Numpy is the basic package of Python scientific computing, which provides many functions: fast and efficient multi-dimensional array object ndarray, the function of element-level calculation and direct mathematical operation on array, the tool of reading and writing array-based data set on hard disk, linear algebraic operation, Fourier transform and random number generation. NumPy also has a main function in data analysis, which is to serve as a container for transferring data between algorithms and libraries.
panda
Pandas provides a large number of data structures and functions for processing structured data quickly and conveniently. Starting from 20 10, help Python become a powerful and efficient data analysis environment. Among them, the most commonly used panda object is DataFrame, which is a column-oriented two-dimensional table structure, and the other is Series, which is a one-dimensional tag array object. Pandas combines the high-performance array computing function of Numpy with the flexible data processing function of spreadsheets and relational databases. It also provides a complex indexing function, which can easily complete operations such as reshaping, slicing and dicing, aggregating and selecting data subsets.
3、matplotlib
Matplotlib is the most popular Python library for drawing charts and other two-dimensional data visualization. It was originally written by John.

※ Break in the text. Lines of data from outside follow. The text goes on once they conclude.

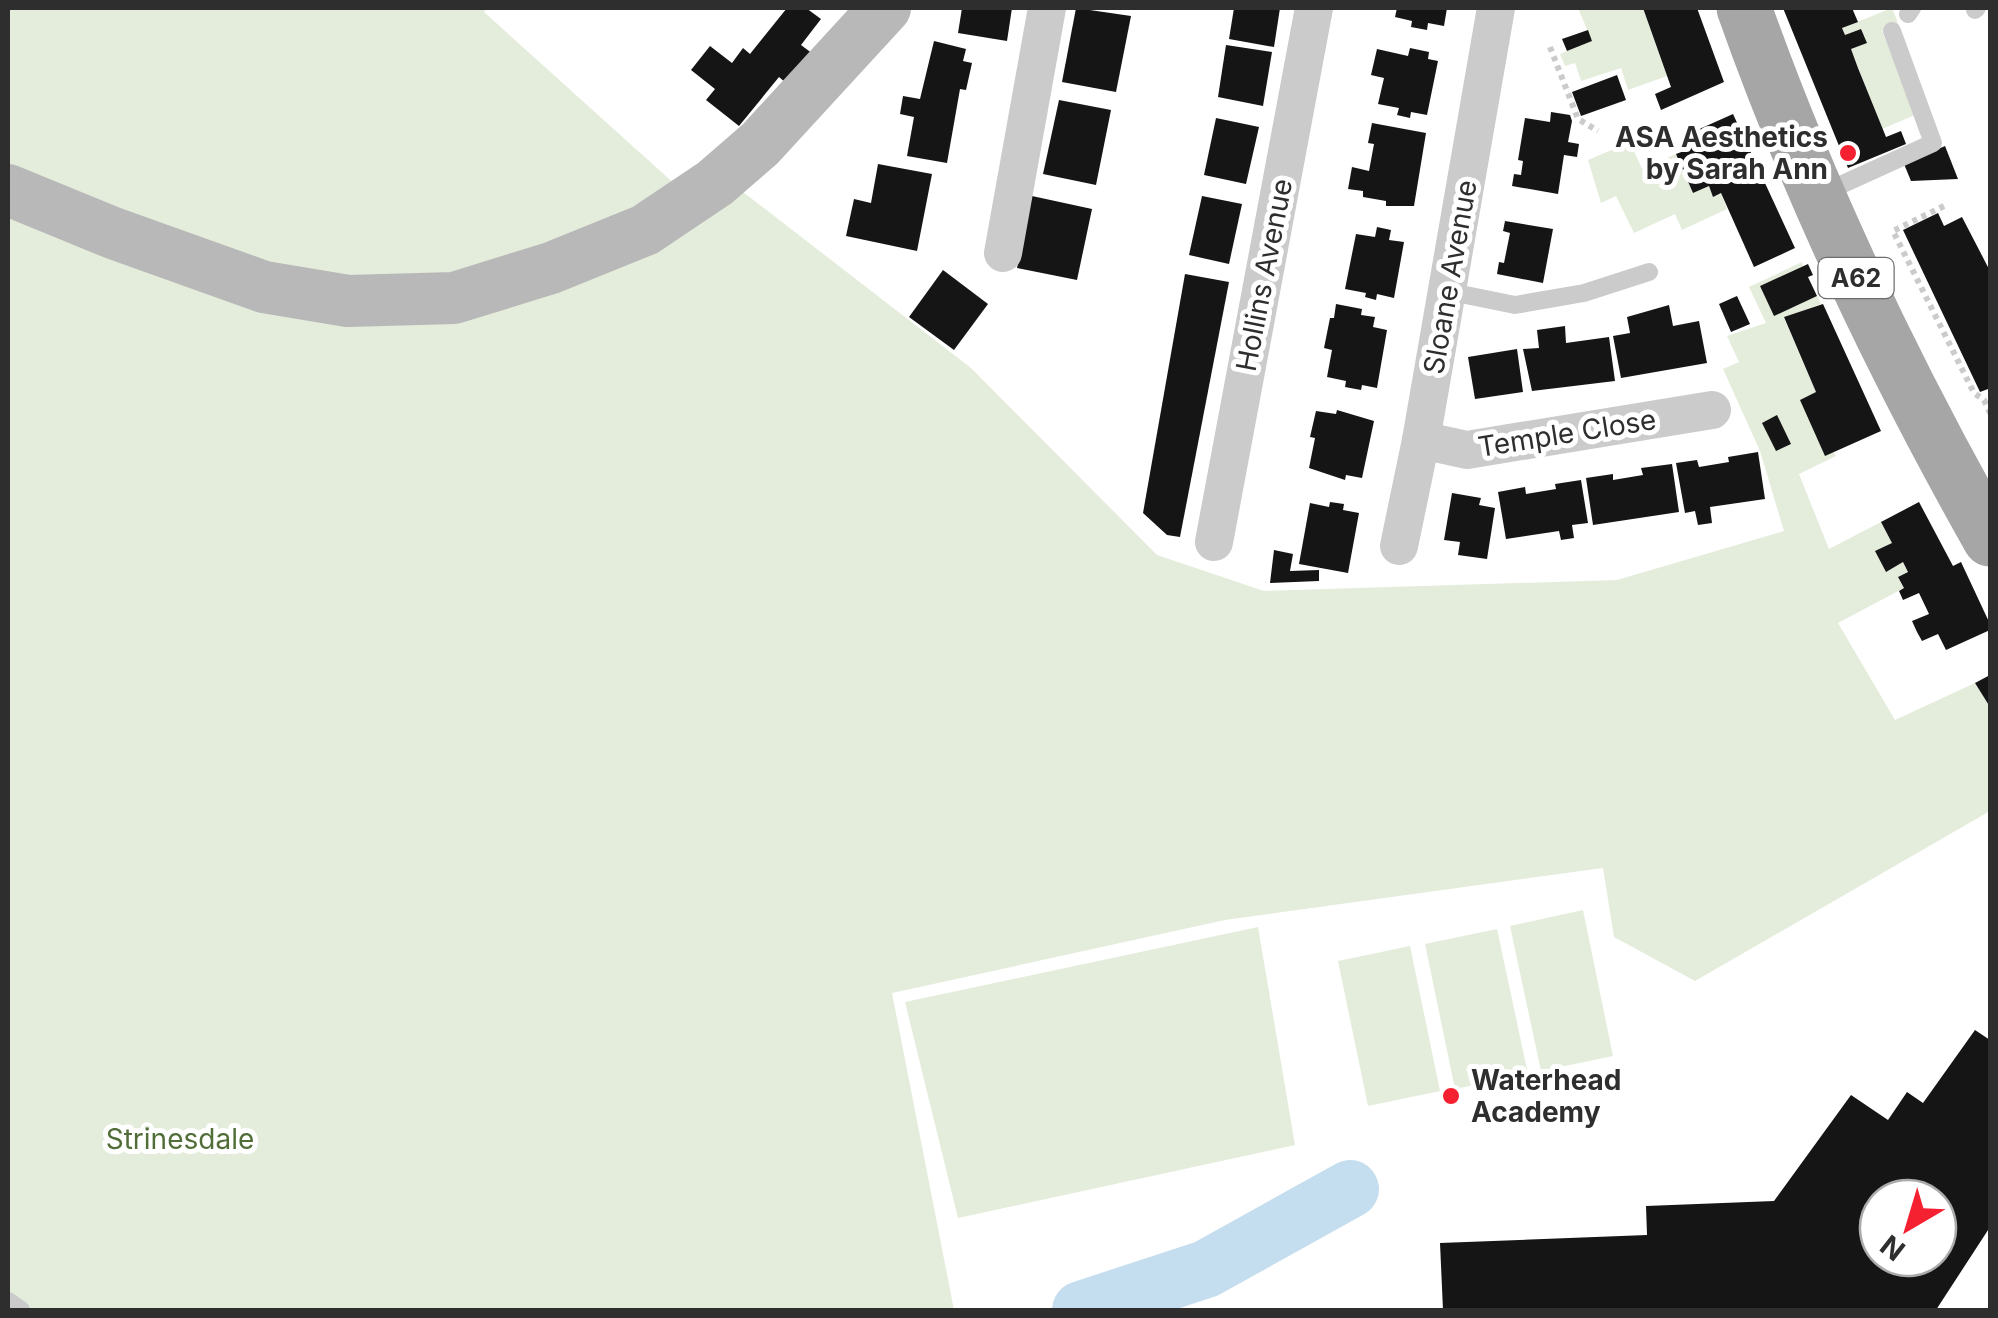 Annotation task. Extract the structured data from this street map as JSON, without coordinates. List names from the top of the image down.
{
  "streets": {
    "main road": ["A62"],
    "street": ["Hollins Avenue", "Sloane Avenue", "Temple Close"]
  },
  "crossings": [
    ["Sloane Avenue", "Temple Close"]
  ],
  "parks": ["Strinesdale"],
  "places": ["ASA Aesthetics by Sarah Ann", "Waterhead Academy"],
  "north": "bottom left"
} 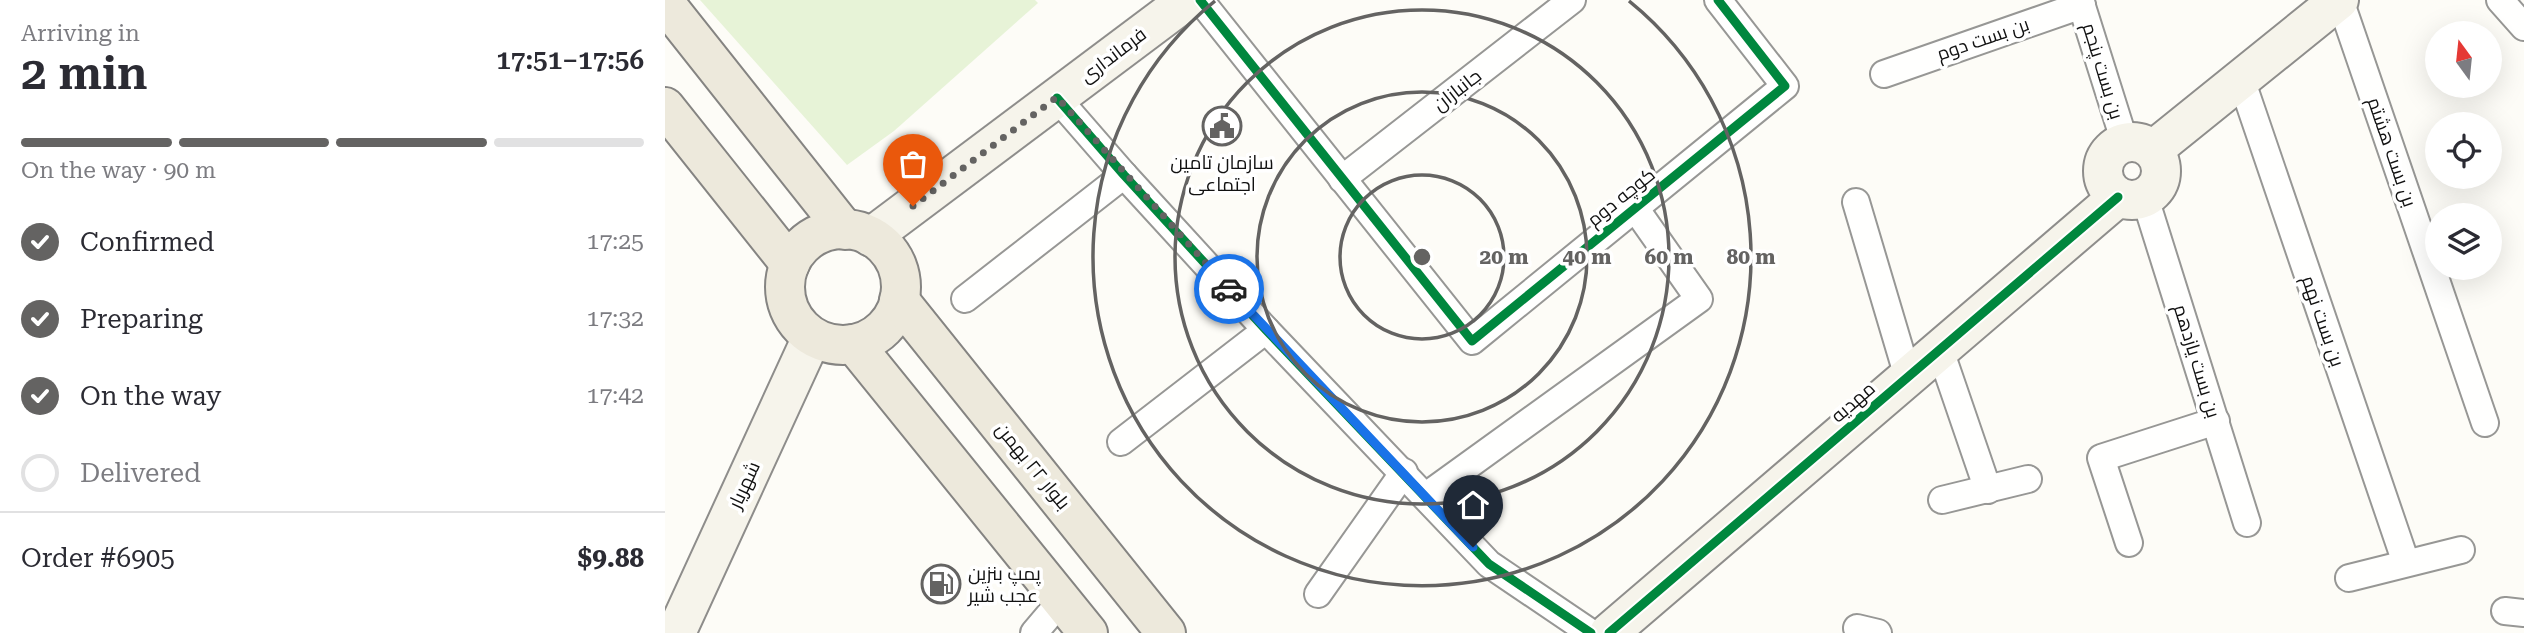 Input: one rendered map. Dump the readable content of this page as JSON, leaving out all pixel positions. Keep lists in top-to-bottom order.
{
  "streets": {
    "main road": ["بلوار ۲۲ بهمن"],
    "street": [
      "بن بست دوم",
      "فرمانداری",
      "بن بست پنجم",
      "جانبازان",
      "بن بست هشتم",
      "کوچه دوم",
      "بن بست نهم",
      "بن بست یازدهم",
      "مهدیه",
      "شهریار"
    ]
  },
  "crossings": [
    ["بن بست دوم", "بن بست پنجم"],
    ["فرمانداری", "بلوار ۲۲ بهمن"],
    ["فرمانداری", "شهریار"],
    ["بن بست پنجم", "بن بست یازدهم"],
    ["بن بست پنجم", "مهدیه"],
    ["جانبازان", "کوچه دوم"],
    ["بن بست یازدهم", "مهدیه"],
    ["بلوار ۲۲ بهمن", "شهریار"]
  ],
  "places": {
    "public building": ["سازمان تامین اجتماعی"],
    "fuel station": ["پمپ بنزین عجب شیر"]
  },
  "north": "top",
  "page": {
    "heading": ["2 min", "Arriving in", "17:51–17:56"],
    "panel": ["Order #6905", "$9.88"],
    "bar": "On the way · 90 m",
    "list": [
      ["Confirmed", "17:25"],
      ["Preparing", "17:32"],
      ["On the way", "17:42"],
      "Delivered"
    ]
  },
  "rings": [
    "20 m",
    "40 m",
    "60 m",
    "80 m"
  ]
} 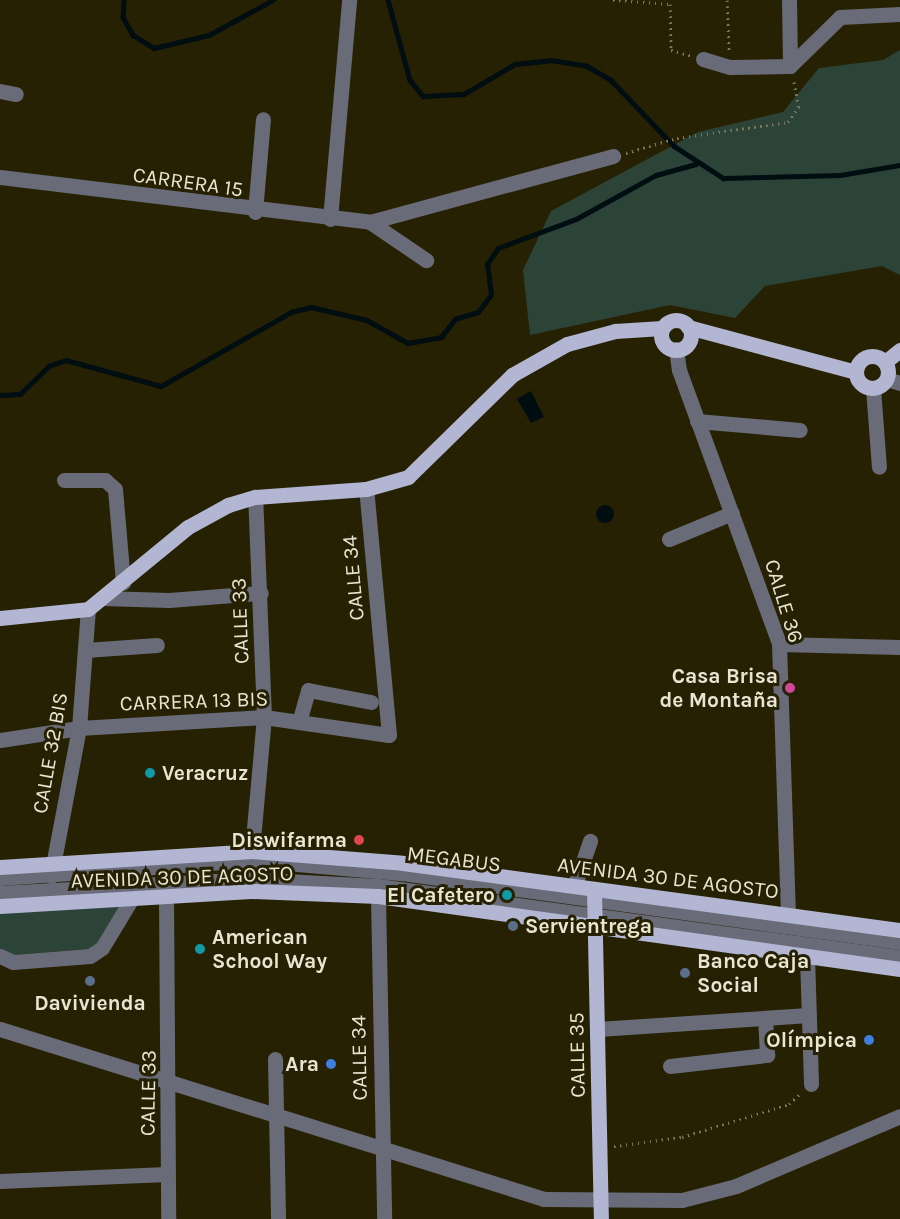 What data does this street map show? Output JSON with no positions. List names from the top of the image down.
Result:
{
  "streets": {
    "main road": ["AVENIDA 30 DE AGOSTO", "CALLE 35"],
    "street": [
      "CARRERA 15",
      "CALLE 34",
      "CALLE 36",
      "CALLE 33",
      "CARRERA 13 BIS",
      "CALLE 32 BIS",
      "MEGABUS"
    ]
  },
  "crossings": [
    ["CALLE 34", "CARRERA 13 BIS"],
    ["CALLE 34", "AVENIDA 30 DE AGOSTO"],
    ["CALLE 36", "AVENIDA 30 DE AGOSTO"],
    ["CALLE 33", "CARRERA 13 BIS"],
    ["CALLE 33", "AVENIDA 30 DE AGOSTO"],
    ["CARRERA 13 BIS", "CALLE 32 BIS"],
    ["CALLE 32 BIS", "MEGABUS"],
    ["CALLE 32 BIS", "AVENIDA 30 DE AGOSTO"],
    ["MEGABUS", "AVENIDA 30 DE AGOSTO"],
    ["MEGABUS", "CALLE 35"],
    ["AVENIDA 30 DE AGOSTO", "CALLE 35"]
  ],
  "places": [
    "Casa Brisa de Montaña",
    "Veracruz",
    "Diswifarma",
    "El Cafetero",
    "Servientrega",
    "American School Way",
    "Banco Caja Social",
    "Davivienda",
    "Olímpica",
    "Ara"
  ]
}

D. Hunt (JDH) was established and is currently maintained by a huge development team. It is ideal for creating charts for use in publications. Although there are other Python visualization libraries, matplotlib is the most widely used.
4. grumpy
SciPy is a software package dedicated to solving various standard problem domains in scientific computing. When it is combined with Numpy, it forms a fairly complete and mature computing platform, which can deal with many traditional scientific computing problems.
5, sci kit- learning
Since the birth of 20 10, scikit-learn has become a universal machine learning toolkit for Python. Its sub-modules include: classification, regression, clustering, dimensionality reduction, selection, pretreatment and so on. Scikit-learn, together with pandas, statsmodels and IPython, played a key role in the process of Python becoming an efficient programming language for data science.
6. Statistical model
Statsmodels is a statistical analysis package, which originated from a professor of statistics at Stanford University. He designed a variety of regression analysis models popular in R language. Captain Sebald and Joseph
On 20 10, the statsmodels project was formally established in Perktold, after which a large number of users and contributors gathered. Compared with scikit-learn, statsmodels contains classical statistical and econometric algorithms.